Le esportazioni italiane, invece, consistono soprattutto in macchine per la metallurgia, strutture metalliche e parti di strutture; parti e accessori per autoveicoli; tubi senza saldatura; pompe, compressori e sistemi idraulici; medicinali e preparati farmaceutici; motori, generatori e trasformatori. Si tratta di prodotti più che raddoppiati nel 2006; mentre altri come gli elettrodomestici e le macchine per la lavorazione delle materie plastiche risultano in forte calo. Il valore delle esportazioni, in generale, è comunque molto basso.

Principali trattati
Non esistono accordi in materia di promozione e reciproca protezione degli investimenti, e contro la doppia imposizione tra l’Italia e Myanmar

Informazioni di viaggio
Prefissi internazionali
00 95 prefisso per il Paese;
Yangon 01;
Mandalay 02;
Bagan 062

Fuso orario
6,5 ore avanti rispetto all’orario del Meridiano di Greenwich; 5,5 ore avanti rispetto all’Italia (4,5 ore in avanti con l’orario legale)

Visto
E’ necessario sia per visite turistiche che per viaggi d’affari.
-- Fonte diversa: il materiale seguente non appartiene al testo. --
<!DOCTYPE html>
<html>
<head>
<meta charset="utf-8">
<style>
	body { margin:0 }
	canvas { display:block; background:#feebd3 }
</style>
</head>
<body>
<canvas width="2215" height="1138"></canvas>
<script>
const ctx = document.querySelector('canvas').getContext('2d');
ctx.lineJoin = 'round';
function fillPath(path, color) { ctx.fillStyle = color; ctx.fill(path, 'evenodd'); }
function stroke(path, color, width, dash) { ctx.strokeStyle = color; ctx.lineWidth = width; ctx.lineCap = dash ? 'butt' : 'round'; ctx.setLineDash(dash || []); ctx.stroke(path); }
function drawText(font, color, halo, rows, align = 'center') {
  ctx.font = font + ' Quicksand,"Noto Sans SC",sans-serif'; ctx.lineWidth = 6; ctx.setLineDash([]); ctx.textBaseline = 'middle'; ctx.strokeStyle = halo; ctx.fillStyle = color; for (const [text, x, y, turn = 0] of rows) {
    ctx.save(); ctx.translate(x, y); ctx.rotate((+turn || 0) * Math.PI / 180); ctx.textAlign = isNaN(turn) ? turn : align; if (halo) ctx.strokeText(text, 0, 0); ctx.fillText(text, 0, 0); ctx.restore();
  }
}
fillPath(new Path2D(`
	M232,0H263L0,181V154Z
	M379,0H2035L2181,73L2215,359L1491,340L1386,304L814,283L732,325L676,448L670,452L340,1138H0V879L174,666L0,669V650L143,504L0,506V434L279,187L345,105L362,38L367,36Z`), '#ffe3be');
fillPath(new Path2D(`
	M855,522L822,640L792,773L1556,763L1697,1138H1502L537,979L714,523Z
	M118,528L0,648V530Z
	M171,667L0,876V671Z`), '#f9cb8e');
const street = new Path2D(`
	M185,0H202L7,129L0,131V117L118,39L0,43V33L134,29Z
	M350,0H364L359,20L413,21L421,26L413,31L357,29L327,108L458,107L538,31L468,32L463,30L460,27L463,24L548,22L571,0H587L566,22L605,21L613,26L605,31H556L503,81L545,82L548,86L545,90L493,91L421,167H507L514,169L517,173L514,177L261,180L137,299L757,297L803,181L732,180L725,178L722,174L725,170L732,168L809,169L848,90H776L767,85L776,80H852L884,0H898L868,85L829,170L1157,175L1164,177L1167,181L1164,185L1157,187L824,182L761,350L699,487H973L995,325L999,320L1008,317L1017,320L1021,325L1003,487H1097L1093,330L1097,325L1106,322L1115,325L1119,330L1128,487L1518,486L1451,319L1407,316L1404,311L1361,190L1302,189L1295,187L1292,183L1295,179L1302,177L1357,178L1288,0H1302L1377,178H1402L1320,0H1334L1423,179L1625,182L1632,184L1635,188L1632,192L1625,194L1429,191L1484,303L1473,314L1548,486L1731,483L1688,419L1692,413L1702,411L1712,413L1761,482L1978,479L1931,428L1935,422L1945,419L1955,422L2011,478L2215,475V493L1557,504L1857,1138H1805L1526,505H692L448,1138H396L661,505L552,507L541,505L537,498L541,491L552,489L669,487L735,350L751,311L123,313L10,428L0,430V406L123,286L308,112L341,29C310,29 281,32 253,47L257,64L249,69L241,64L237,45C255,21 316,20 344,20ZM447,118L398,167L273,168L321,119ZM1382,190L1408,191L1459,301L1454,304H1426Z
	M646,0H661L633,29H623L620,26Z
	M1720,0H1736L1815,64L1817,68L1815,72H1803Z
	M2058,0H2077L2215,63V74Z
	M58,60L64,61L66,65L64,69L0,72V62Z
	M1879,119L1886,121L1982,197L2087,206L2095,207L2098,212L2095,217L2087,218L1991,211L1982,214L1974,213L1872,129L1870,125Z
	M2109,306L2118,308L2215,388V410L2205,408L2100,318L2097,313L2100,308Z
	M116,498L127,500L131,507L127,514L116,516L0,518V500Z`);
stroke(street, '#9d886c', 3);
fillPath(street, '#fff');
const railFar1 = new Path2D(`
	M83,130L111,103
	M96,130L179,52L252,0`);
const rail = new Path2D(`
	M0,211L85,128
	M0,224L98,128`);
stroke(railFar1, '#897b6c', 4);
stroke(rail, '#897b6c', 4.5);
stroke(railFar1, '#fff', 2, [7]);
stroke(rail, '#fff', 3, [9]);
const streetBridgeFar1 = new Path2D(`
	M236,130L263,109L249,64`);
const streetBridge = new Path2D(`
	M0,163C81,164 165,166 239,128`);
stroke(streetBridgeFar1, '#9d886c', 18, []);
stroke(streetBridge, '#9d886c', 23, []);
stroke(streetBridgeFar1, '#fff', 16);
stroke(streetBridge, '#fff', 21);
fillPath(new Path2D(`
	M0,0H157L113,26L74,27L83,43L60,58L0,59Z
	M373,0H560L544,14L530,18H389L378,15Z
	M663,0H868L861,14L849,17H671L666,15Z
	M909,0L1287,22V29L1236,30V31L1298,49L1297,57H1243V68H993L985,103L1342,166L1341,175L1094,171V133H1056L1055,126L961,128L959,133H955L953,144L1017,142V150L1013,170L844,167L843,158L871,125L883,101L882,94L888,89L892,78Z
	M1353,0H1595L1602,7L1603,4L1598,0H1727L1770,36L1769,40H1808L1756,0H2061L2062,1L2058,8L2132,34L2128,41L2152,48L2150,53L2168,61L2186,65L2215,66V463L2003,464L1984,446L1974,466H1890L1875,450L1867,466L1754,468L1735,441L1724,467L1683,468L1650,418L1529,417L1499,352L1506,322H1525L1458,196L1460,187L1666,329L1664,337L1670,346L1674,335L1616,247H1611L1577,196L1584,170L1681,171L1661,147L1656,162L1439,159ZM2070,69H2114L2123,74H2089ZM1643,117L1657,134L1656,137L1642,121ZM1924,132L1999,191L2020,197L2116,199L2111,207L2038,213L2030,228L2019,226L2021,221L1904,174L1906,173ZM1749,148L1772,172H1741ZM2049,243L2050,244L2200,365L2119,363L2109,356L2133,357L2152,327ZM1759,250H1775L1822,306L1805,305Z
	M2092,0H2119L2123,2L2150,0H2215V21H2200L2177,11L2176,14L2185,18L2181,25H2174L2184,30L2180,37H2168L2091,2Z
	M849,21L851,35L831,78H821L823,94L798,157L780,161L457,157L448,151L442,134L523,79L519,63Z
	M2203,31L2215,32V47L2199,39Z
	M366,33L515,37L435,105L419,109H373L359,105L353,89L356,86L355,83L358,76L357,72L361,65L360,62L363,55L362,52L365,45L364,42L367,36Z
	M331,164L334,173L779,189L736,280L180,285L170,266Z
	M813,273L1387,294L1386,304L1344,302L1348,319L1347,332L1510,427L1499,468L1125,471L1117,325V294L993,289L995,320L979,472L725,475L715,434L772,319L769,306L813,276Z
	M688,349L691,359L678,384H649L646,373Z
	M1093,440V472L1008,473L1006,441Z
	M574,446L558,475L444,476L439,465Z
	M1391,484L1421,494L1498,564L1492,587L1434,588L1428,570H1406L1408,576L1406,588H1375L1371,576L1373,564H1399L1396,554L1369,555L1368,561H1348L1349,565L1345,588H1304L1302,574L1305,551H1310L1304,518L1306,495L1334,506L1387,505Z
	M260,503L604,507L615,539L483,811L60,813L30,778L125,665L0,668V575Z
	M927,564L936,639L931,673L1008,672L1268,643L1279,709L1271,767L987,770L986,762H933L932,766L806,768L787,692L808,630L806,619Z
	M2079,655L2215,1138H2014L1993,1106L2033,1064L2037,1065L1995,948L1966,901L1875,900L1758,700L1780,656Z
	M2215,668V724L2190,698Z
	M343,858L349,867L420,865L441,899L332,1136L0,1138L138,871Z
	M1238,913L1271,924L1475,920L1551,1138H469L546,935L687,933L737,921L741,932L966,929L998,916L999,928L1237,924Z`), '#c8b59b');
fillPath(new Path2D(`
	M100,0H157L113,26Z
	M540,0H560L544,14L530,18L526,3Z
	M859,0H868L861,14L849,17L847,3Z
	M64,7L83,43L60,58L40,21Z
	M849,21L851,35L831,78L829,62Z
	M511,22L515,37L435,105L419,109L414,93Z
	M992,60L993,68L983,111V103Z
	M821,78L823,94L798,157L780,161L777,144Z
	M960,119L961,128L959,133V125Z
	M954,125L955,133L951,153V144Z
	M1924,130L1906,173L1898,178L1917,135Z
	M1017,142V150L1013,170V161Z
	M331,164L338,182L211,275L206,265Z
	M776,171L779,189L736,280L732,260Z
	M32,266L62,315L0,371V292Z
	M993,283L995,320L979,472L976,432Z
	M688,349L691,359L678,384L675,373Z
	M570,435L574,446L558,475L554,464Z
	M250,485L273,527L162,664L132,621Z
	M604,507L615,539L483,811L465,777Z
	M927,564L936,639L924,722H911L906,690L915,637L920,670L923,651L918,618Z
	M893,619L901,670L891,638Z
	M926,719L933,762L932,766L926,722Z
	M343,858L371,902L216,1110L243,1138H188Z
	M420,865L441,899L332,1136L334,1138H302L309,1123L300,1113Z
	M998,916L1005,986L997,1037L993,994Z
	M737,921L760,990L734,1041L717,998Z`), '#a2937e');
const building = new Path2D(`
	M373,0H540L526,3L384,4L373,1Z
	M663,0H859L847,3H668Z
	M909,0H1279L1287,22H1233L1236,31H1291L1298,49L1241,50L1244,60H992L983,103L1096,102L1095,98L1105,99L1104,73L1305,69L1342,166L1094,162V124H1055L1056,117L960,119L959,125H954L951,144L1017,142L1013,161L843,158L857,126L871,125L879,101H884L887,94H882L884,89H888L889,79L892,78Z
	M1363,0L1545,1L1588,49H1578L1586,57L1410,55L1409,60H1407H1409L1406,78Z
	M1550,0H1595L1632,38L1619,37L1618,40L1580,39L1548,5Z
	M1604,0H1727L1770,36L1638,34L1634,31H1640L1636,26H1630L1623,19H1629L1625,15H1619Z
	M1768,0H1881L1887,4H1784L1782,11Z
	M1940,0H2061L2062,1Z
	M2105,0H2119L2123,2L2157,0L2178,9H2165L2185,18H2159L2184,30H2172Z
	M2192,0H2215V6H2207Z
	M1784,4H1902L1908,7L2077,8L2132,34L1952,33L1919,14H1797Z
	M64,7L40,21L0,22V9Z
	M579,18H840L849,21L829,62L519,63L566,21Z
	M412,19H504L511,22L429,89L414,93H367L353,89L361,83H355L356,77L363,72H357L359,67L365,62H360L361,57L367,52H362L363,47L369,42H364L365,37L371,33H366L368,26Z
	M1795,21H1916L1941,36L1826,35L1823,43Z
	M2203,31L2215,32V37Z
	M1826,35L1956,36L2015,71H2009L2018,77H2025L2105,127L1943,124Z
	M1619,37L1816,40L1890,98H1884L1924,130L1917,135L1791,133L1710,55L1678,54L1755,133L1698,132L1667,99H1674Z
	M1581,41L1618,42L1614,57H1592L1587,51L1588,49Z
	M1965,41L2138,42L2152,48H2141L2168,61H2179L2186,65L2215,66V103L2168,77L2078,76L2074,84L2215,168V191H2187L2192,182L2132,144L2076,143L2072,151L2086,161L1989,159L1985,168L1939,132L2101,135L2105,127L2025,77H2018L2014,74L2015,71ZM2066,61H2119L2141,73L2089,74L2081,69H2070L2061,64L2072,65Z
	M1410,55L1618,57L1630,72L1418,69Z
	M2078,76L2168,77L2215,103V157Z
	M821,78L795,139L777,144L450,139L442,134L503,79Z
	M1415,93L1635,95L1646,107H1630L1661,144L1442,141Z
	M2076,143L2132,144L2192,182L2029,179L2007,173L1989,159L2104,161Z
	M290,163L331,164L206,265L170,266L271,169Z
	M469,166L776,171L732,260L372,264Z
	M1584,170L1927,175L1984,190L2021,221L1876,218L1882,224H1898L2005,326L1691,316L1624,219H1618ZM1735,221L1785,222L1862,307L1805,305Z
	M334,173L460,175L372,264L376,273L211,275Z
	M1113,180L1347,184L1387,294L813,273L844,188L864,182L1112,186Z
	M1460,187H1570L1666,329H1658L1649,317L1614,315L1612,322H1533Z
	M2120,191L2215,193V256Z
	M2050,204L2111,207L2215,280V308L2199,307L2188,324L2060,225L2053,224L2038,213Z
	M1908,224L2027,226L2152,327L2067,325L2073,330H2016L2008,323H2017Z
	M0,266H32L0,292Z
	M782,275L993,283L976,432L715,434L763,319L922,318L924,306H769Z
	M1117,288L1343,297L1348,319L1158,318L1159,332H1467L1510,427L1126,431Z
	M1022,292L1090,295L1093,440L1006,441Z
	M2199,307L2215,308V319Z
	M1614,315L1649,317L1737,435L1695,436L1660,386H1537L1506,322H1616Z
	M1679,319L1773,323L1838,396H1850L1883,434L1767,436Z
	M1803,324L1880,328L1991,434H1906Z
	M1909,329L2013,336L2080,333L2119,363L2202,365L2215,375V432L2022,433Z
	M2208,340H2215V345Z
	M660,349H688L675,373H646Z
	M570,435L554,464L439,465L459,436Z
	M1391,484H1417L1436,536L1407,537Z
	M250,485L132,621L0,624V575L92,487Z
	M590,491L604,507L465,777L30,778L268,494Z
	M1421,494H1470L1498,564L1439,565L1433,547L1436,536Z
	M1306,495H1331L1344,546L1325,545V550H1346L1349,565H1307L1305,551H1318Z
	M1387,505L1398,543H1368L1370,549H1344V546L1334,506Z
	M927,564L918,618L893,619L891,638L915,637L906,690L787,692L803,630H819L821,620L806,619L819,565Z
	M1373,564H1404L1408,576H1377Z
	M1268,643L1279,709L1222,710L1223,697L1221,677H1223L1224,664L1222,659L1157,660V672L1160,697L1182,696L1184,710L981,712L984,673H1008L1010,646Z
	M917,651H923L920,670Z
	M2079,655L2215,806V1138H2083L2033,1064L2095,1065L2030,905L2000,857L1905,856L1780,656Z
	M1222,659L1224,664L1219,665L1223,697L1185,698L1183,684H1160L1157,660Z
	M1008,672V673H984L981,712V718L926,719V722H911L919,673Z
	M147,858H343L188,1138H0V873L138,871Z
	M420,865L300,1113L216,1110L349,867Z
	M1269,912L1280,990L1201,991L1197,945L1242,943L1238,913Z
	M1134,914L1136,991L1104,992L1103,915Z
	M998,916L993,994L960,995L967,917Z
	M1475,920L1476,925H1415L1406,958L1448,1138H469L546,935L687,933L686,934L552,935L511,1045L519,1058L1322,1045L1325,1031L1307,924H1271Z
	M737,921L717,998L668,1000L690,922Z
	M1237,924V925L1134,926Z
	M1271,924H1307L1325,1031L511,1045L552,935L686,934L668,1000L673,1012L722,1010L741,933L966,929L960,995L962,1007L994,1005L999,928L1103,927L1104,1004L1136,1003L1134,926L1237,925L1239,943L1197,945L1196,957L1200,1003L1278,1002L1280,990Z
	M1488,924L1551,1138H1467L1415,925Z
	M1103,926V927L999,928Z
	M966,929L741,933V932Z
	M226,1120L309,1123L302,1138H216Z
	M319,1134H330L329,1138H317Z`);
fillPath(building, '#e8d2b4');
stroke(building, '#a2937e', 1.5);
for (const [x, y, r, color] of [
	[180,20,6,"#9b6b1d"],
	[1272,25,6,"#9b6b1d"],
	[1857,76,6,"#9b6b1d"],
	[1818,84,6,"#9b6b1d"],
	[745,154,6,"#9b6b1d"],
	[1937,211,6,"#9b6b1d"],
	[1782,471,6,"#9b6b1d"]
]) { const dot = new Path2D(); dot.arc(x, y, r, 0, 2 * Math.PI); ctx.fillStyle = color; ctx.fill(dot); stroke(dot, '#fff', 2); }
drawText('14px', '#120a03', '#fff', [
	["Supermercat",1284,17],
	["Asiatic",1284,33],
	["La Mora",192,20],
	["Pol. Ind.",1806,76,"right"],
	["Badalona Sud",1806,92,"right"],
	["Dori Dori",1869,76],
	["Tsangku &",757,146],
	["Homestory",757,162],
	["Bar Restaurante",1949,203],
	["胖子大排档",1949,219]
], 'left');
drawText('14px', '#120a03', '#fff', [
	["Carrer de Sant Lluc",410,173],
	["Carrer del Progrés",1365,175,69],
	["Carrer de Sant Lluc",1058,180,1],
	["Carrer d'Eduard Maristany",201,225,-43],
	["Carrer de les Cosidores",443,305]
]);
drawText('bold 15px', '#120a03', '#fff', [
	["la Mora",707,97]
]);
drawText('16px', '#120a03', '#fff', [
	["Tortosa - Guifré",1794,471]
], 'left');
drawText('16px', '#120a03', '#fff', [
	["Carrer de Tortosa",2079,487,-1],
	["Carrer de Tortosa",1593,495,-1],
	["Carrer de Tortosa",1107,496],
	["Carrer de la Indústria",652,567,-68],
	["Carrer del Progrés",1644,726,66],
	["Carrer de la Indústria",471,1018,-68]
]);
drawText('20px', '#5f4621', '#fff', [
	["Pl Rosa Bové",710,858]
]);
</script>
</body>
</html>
Il rilascio avviene da parte dell’Ambasciata del Myanmar a Roma, dietro presentazione dei seguenti documenti:
- Visto turistico: modulo disponibile presso l’Ambasciata; passaporto valido minimo 6 mesi; fotocopia della carta d’identità o della patente; 2 fotografie; versamento relativo, ha la durata di 28 giorni.
- Visto business: modulo disponibile presso l’Ambasciata, passaporto valido minimo 6 mesi; 3 foto; versamento relativo; lettera di invito dell’impresa ospitante in Myanmar; lettera di presentazione redatta in inglese dall’impresa italiana. Ha la durata di 10 settimane.
Il tempo di rilascio è di 1 settimana lavorativa dal momento di presentazione della richiesta.

Carte di credito
In Myanmar sono in accettate le seguenti carte di credito: American Express, Diners Club, Master Credit Card, Visa, JCB Credit card.

Settimana lavorativa
UFFICI PUBBLICI E BANCHE: dal Lunedì al Venerdì dalle ore 9.30 alle ore 16.30
ATTIVITÀ COMMERCIALI: dal Lunedì al Sabato dalle ore 9.00 alle ore 19.00
RISTORANTI: sono aperti fino alle 23.00

Principali festività
4 gennaio: Independence Day;
12 febbraio:: Union Day;
2 marzo: Peasants’ Day;
27 marzo: Armed Forced Day;
1° maggio: Workers’ Day;
19 luglio: Martyrs’ Day;
25 dicembre: Natale.
Le altre festività cambiano ogni anno, in base al calendario lunare; il Governo in genere annuncia pubblicamente tali date per l’anno in corso con un buon preavviso.